Pod Blotz
Light Mass Body
Difficult Interactions
Suzy Poling’s Pod Blotz has been around since 2002, and has an expansive discography commensurate with that sort of tenure. Those who have yet to experience the project’s particular version of DIY industrial could do far worse than to start out with new EP for Difficult Interactions Light Mass Body, which gives a handy summation of where Poling is at in 2018. The sound of “Returned Human Source” is dense and frantic, featuring blasts of shredding static, long winding filter sweeps and Poling’s own voice doubled and delayed, warping it into new forms as the track rapidly spirals towards its conclusion.

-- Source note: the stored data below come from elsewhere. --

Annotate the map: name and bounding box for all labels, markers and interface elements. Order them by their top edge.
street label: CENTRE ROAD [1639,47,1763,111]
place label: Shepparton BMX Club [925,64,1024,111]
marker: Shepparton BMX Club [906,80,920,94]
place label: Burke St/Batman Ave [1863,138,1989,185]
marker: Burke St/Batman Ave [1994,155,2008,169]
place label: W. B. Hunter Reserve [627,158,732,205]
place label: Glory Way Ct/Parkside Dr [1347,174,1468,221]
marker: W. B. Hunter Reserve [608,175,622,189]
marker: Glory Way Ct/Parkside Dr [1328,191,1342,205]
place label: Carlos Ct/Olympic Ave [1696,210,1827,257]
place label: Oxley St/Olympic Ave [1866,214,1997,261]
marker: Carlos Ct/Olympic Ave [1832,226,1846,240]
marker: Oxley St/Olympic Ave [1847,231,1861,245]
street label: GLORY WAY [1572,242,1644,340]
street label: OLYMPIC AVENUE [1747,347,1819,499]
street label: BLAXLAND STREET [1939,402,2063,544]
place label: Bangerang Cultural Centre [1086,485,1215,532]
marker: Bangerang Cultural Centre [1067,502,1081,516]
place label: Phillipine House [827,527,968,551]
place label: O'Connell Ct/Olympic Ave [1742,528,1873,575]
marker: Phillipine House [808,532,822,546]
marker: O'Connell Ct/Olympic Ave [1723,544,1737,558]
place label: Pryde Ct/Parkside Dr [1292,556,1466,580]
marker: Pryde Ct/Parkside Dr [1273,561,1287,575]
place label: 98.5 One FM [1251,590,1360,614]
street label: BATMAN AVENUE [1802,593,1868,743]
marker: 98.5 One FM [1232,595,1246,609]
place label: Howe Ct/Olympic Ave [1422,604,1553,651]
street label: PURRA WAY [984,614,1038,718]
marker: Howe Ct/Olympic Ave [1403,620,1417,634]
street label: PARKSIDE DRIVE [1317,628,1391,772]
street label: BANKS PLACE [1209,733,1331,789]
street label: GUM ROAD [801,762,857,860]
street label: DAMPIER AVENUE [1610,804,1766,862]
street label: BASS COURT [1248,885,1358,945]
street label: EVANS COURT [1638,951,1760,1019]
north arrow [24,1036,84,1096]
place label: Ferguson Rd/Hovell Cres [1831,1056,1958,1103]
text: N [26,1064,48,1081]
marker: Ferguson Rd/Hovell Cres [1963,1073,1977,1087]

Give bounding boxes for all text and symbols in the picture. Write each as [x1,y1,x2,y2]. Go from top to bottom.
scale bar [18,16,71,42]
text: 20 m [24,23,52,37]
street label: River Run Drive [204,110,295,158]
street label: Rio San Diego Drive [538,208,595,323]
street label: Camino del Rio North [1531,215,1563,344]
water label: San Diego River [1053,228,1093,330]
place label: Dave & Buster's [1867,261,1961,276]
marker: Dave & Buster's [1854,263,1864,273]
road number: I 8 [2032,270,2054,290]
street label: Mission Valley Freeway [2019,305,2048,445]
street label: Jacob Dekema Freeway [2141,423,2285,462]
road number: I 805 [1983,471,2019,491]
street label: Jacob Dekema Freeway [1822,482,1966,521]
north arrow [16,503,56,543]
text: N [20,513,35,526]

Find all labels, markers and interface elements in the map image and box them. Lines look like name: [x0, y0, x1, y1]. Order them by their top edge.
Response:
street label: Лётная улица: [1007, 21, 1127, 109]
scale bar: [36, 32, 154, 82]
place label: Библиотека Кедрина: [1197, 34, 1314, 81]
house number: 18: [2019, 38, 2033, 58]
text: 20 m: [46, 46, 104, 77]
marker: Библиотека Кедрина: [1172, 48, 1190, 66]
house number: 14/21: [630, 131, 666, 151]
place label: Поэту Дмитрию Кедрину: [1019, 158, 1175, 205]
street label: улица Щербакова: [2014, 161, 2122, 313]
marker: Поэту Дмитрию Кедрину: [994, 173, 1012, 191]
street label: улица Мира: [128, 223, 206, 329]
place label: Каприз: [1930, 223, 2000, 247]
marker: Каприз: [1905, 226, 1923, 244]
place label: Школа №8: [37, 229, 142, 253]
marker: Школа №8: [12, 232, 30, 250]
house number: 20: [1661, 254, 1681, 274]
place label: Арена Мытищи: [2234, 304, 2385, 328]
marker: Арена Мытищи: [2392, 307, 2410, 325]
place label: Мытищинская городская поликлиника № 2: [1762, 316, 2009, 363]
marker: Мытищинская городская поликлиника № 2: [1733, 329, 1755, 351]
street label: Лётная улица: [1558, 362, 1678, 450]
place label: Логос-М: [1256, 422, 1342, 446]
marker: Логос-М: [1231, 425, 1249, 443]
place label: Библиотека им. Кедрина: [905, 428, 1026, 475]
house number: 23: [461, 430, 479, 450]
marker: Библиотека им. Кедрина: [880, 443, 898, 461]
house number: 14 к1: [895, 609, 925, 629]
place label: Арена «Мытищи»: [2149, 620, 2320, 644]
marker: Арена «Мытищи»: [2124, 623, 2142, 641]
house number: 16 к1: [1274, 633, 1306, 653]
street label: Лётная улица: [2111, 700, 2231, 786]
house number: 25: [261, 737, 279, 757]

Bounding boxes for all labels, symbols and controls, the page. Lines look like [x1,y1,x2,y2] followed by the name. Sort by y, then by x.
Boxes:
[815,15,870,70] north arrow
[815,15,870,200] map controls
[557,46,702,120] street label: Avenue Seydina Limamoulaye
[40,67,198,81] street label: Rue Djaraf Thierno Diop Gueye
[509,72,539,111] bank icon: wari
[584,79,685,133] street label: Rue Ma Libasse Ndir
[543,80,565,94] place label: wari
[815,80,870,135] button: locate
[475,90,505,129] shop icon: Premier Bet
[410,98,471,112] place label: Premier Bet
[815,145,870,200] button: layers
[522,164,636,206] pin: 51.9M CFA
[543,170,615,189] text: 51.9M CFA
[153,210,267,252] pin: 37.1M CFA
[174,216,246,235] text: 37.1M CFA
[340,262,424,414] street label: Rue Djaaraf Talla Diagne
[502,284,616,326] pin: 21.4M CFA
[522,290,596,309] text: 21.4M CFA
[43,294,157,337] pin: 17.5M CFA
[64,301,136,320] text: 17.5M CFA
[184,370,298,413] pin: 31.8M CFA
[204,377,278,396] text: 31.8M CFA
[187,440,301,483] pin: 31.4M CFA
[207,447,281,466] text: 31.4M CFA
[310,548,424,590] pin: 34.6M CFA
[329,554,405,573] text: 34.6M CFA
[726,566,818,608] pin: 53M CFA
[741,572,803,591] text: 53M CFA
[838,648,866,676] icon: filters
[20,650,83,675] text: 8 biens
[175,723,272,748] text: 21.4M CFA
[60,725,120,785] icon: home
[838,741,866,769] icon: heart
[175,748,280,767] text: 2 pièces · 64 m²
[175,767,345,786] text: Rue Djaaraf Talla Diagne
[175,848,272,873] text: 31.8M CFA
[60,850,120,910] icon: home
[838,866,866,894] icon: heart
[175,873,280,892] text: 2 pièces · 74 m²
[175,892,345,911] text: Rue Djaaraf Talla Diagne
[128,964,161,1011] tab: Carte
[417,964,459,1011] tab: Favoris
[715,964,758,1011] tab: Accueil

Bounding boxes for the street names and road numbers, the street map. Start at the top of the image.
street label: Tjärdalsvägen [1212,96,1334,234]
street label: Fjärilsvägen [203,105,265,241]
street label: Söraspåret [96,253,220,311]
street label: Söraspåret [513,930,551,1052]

Far more slowly paced but no less unnerving is “The Infinite Now” which slows the tempo to a crawl and fills out the track with a massive, swirling phaser that always seems to be moving further out of orbit with the simple kick and snare at the song’s center. Not strictly rhythmic noise, and not totally power electronics, Pod Blotz finds an unhappy medium between the two, forgoing straight anger for an anxiety tuned up to frenzy or reigned in to jittery distress. With commendable intensity, Poling is still pushing her long-running outlet into new and as yet unbounded territory.
Deadframe
No Contact
Vertex
Vertex, a Washington crew loosely assembled around those lo-fi low-lifes in Chrome Corpse (and we mean that in the best way possible), are at times as cryptic as they are coarse. For every couple of Night Terrors or Chrome Corpse release rooted in vintage, grimy electro-industrial and dark electro, there’s an anonymous left-field release like the debut from Deadframe. Comprised almost entirely of staticky electronic drones which sound as though they’re either echoing down wind tunnels or being compressed by 386-era soundcards, it’s a record that’s utterly forthright in its sound while also somewhat mysterious in its intentions. At times, the odd punctuation of these walls of noise by vaguely rhythmic pulses and potentially even super-distorted vocals (it’s rather tough to say) seems to be making feints to death industrial or possibly even Throbbing Gristle, but on the whole the focus is on walls of noise subjected to huge amounts of phasing – think power electronics on the other side of vaporwave, or possibly even early Arca after too many playthroughs of System Shock 2. At just under seventeen minutes, the EP’s over before it has a chance to wear out its welcome, or for the shock of its force to abate.